> **BRIEF**: From the line with "0,377px 0,371px 55px,348px" to the line with "0,799px 0,783px 113px,768px", retype every line exactly, including those two, and leave out the rest of the data below.

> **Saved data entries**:

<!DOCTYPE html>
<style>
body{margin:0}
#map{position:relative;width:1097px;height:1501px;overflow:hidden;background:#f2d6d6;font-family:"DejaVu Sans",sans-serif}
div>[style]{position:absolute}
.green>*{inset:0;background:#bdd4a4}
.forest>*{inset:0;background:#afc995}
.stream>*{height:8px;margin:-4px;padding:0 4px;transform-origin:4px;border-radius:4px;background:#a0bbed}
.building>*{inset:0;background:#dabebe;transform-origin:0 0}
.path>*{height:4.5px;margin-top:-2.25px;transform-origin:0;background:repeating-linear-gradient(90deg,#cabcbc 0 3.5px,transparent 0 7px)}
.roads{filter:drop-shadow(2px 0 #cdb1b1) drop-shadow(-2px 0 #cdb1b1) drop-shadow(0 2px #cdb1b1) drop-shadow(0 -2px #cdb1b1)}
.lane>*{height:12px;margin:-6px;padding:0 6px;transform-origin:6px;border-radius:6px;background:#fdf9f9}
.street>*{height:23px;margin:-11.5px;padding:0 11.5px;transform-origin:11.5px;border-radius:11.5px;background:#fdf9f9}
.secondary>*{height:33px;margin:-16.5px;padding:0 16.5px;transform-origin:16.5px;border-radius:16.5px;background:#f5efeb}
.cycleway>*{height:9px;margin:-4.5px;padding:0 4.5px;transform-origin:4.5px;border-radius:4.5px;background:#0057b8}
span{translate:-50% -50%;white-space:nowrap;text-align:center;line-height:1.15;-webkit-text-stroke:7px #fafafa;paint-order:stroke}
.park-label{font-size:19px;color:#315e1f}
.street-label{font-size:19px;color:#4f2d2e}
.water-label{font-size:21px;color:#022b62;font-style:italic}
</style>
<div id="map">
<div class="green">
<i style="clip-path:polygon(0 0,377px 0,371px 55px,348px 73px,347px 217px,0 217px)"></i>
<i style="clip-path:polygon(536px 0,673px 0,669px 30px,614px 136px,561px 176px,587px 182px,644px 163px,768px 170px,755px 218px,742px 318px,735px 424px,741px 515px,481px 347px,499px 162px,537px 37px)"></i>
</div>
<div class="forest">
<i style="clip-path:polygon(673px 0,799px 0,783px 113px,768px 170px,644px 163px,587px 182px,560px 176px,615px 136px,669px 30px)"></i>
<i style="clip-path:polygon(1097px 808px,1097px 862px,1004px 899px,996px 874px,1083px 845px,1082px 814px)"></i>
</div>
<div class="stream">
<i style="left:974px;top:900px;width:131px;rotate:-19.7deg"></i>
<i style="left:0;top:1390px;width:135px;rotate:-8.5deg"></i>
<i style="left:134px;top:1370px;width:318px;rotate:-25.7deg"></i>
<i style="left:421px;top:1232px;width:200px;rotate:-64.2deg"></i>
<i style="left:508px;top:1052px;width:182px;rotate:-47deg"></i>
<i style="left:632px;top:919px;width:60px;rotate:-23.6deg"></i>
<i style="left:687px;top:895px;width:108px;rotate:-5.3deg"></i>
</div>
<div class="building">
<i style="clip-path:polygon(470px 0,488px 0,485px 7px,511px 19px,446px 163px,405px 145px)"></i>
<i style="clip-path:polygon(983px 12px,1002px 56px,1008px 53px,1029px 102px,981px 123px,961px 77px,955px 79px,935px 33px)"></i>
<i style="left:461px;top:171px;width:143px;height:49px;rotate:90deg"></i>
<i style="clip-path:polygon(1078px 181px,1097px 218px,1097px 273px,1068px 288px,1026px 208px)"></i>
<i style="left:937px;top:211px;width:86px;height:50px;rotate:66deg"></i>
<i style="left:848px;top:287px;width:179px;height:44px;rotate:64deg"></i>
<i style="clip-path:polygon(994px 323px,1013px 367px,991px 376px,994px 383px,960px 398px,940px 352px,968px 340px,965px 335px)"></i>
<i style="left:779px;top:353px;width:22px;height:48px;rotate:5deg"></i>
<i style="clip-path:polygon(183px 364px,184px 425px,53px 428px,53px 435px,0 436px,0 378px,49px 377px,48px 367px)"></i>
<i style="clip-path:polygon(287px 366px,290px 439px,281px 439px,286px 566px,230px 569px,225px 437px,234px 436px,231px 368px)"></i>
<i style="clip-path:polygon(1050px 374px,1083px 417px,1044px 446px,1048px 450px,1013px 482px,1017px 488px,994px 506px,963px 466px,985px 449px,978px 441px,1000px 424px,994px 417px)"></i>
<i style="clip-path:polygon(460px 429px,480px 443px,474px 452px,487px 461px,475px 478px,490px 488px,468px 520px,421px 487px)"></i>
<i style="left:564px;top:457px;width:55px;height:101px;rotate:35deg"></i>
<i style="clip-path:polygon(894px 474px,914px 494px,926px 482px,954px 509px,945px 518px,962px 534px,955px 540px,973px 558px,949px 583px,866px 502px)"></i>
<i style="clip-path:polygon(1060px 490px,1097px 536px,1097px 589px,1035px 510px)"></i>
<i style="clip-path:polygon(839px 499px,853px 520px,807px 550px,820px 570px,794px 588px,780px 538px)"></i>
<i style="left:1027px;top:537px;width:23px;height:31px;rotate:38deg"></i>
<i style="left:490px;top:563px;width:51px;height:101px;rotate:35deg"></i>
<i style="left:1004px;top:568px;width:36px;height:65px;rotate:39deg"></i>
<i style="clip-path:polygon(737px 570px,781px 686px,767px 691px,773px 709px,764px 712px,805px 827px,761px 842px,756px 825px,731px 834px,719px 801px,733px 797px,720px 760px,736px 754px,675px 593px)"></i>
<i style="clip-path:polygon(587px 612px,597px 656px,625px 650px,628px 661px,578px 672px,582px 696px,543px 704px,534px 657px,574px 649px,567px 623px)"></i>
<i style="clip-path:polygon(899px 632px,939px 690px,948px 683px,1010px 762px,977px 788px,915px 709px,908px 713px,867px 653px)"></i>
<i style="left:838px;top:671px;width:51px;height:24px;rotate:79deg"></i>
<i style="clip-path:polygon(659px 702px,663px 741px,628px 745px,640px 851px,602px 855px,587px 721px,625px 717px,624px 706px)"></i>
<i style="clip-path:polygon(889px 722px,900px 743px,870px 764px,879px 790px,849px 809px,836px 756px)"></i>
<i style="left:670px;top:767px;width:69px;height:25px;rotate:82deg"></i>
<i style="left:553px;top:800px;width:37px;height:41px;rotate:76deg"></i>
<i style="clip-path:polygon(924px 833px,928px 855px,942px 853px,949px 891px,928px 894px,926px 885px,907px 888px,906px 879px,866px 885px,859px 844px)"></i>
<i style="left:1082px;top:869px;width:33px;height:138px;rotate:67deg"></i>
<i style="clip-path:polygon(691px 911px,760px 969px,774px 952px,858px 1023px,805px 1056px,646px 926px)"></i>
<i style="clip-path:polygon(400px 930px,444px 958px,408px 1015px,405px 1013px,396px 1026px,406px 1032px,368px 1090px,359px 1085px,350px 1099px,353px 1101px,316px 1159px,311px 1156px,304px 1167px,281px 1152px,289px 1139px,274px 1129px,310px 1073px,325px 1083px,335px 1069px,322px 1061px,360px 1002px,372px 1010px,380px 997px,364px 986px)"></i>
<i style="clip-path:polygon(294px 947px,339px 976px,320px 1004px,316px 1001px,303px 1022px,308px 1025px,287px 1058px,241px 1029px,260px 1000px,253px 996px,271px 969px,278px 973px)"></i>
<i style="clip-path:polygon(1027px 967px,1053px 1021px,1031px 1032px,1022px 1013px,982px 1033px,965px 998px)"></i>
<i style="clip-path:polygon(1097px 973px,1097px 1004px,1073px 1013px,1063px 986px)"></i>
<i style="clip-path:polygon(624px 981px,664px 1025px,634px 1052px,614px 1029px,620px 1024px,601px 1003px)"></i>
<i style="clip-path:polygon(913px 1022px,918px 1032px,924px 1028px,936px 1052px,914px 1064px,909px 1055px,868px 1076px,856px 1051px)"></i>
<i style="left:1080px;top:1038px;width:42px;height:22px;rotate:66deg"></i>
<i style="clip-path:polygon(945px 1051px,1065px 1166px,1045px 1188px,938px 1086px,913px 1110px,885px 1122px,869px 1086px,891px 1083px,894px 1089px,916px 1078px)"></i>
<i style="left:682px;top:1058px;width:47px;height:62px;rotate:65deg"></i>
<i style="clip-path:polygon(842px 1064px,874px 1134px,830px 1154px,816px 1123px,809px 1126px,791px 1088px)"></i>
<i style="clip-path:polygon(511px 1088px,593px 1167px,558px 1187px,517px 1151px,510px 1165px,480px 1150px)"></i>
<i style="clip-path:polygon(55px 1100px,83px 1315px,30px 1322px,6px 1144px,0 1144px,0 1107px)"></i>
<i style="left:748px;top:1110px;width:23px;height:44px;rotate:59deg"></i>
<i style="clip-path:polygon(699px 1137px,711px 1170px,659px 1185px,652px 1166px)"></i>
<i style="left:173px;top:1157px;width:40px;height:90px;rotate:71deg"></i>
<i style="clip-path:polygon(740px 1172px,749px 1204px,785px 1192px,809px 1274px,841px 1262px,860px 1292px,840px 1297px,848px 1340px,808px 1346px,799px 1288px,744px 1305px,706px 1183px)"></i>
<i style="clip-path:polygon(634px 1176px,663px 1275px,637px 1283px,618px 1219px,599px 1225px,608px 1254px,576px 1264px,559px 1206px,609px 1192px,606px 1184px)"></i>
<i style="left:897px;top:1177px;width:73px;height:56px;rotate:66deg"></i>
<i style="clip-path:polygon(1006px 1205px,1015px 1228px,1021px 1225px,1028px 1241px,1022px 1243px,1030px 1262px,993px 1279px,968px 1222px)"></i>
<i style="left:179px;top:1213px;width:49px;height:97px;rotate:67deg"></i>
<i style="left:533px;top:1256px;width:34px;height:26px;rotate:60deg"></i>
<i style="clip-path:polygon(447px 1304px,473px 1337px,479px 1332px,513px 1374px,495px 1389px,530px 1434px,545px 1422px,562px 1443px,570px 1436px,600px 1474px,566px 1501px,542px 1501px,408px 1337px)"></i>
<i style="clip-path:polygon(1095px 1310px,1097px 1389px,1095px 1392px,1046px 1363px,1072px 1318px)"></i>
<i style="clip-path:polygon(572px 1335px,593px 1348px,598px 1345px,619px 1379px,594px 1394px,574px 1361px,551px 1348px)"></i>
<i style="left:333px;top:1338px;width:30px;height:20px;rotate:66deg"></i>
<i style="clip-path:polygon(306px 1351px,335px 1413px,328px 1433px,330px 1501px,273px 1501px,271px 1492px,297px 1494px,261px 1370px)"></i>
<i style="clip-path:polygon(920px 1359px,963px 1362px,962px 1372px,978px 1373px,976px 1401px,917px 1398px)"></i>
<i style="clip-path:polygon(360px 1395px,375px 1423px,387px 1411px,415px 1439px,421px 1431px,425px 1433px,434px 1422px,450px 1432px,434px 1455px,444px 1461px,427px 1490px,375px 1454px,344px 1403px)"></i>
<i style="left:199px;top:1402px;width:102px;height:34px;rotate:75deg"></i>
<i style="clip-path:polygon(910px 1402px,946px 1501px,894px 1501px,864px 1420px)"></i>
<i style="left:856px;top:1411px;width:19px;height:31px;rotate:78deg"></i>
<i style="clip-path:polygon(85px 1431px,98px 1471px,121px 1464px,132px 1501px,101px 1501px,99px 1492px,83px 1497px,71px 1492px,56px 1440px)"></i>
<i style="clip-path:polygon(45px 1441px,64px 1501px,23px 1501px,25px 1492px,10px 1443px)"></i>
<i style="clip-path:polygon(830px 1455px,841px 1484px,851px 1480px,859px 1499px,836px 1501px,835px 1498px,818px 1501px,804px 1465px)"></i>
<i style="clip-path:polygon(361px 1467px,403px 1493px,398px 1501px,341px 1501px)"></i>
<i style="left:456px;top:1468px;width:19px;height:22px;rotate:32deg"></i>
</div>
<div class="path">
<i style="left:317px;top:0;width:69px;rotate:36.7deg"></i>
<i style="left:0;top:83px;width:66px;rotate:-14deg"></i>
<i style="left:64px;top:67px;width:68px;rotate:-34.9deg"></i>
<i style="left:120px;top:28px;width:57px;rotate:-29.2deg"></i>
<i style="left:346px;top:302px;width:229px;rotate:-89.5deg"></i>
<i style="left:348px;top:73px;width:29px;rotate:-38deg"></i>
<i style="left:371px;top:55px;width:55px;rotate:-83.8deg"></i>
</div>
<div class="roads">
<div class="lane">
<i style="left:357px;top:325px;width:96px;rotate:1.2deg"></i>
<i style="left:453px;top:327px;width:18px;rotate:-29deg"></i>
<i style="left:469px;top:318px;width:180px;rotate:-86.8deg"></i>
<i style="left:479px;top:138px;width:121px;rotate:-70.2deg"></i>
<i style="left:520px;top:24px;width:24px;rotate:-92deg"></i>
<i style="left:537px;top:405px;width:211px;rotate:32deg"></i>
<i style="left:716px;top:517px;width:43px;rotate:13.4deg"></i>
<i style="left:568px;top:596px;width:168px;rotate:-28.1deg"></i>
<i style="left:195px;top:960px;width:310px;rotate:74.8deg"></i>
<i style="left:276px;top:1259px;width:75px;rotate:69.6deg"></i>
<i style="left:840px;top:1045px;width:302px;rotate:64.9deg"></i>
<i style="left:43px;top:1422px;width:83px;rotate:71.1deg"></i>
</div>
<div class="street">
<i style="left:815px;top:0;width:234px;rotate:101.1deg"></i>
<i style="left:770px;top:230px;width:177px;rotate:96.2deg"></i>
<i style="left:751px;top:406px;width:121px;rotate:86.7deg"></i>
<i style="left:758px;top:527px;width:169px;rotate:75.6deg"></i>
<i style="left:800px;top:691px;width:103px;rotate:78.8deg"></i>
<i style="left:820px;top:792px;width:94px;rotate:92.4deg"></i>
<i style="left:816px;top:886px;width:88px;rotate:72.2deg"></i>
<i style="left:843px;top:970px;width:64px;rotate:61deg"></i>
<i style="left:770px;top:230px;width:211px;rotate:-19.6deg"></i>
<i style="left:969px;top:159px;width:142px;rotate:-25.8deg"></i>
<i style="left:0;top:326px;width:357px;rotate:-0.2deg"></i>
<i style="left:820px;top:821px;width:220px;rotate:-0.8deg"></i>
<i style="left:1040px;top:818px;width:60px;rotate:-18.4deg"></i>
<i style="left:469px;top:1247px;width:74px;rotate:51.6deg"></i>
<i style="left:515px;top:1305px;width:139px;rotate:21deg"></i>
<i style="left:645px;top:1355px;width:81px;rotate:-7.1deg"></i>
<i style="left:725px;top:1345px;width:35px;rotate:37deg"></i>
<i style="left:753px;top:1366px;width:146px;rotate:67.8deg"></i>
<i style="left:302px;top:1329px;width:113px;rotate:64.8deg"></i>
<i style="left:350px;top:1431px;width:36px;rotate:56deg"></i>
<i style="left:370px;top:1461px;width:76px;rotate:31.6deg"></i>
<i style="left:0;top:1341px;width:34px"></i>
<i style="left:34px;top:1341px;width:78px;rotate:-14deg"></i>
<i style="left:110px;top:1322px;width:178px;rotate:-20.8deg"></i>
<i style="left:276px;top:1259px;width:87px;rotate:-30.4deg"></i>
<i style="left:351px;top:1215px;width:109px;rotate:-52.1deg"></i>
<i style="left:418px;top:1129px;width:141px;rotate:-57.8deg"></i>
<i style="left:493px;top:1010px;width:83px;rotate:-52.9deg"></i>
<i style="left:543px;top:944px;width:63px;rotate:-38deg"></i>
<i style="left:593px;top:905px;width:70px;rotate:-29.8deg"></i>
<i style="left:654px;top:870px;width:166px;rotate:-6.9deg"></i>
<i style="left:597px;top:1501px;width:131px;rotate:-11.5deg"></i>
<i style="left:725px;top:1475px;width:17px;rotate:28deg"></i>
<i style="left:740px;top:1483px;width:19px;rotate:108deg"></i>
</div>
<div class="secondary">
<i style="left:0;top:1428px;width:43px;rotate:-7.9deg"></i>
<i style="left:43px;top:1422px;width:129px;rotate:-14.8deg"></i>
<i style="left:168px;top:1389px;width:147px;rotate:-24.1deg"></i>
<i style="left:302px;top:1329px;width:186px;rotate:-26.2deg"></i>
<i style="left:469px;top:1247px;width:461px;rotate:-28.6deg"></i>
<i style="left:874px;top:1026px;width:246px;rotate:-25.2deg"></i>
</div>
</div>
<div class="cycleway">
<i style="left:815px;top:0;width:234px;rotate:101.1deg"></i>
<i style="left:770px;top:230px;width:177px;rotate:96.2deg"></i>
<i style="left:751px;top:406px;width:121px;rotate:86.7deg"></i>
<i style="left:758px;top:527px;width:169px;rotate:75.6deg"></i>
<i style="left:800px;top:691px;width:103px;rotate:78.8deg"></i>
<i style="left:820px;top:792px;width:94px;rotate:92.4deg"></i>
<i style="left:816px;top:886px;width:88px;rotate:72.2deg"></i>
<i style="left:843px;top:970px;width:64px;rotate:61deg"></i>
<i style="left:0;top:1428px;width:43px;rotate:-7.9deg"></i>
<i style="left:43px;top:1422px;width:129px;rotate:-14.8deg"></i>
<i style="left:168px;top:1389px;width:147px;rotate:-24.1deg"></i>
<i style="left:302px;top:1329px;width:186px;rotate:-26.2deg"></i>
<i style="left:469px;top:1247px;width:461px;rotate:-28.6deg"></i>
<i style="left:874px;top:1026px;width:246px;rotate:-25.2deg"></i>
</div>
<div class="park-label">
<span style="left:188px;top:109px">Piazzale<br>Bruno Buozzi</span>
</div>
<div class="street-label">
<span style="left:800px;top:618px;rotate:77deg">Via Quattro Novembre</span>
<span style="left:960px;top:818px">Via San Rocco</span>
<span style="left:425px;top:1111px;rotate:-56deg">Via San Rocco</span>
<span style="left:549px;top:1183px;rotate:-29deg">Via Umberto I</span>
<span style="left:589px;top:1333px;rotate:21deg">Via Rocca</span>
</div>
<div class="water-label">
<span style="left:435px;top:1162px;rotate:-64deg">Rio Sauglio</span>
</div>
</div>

> **WRITTEN ANSWER**:
<i style="clip-path:polygon(0 0,377px 0,371px 55px,348px 73px,347px 217px,0 217px)"></i>
<i style="clip-path:polygon(536px 0,673px 0,669px 30px,614px 136px,561px 176px,587px 182px,644px 163px,768px 170px,755px 218px,742px 318px,735px 424px,741px 515px,481px 347px,499px 162px,537px 37px)"></i>
</div>
<div class="forest">
<i style="clip-path:polygon(673px 0,799px 0,783px 113px,768px 170px,644px 163px,587px 182px,560px 176px,615px 136px,669px 30px)"></i>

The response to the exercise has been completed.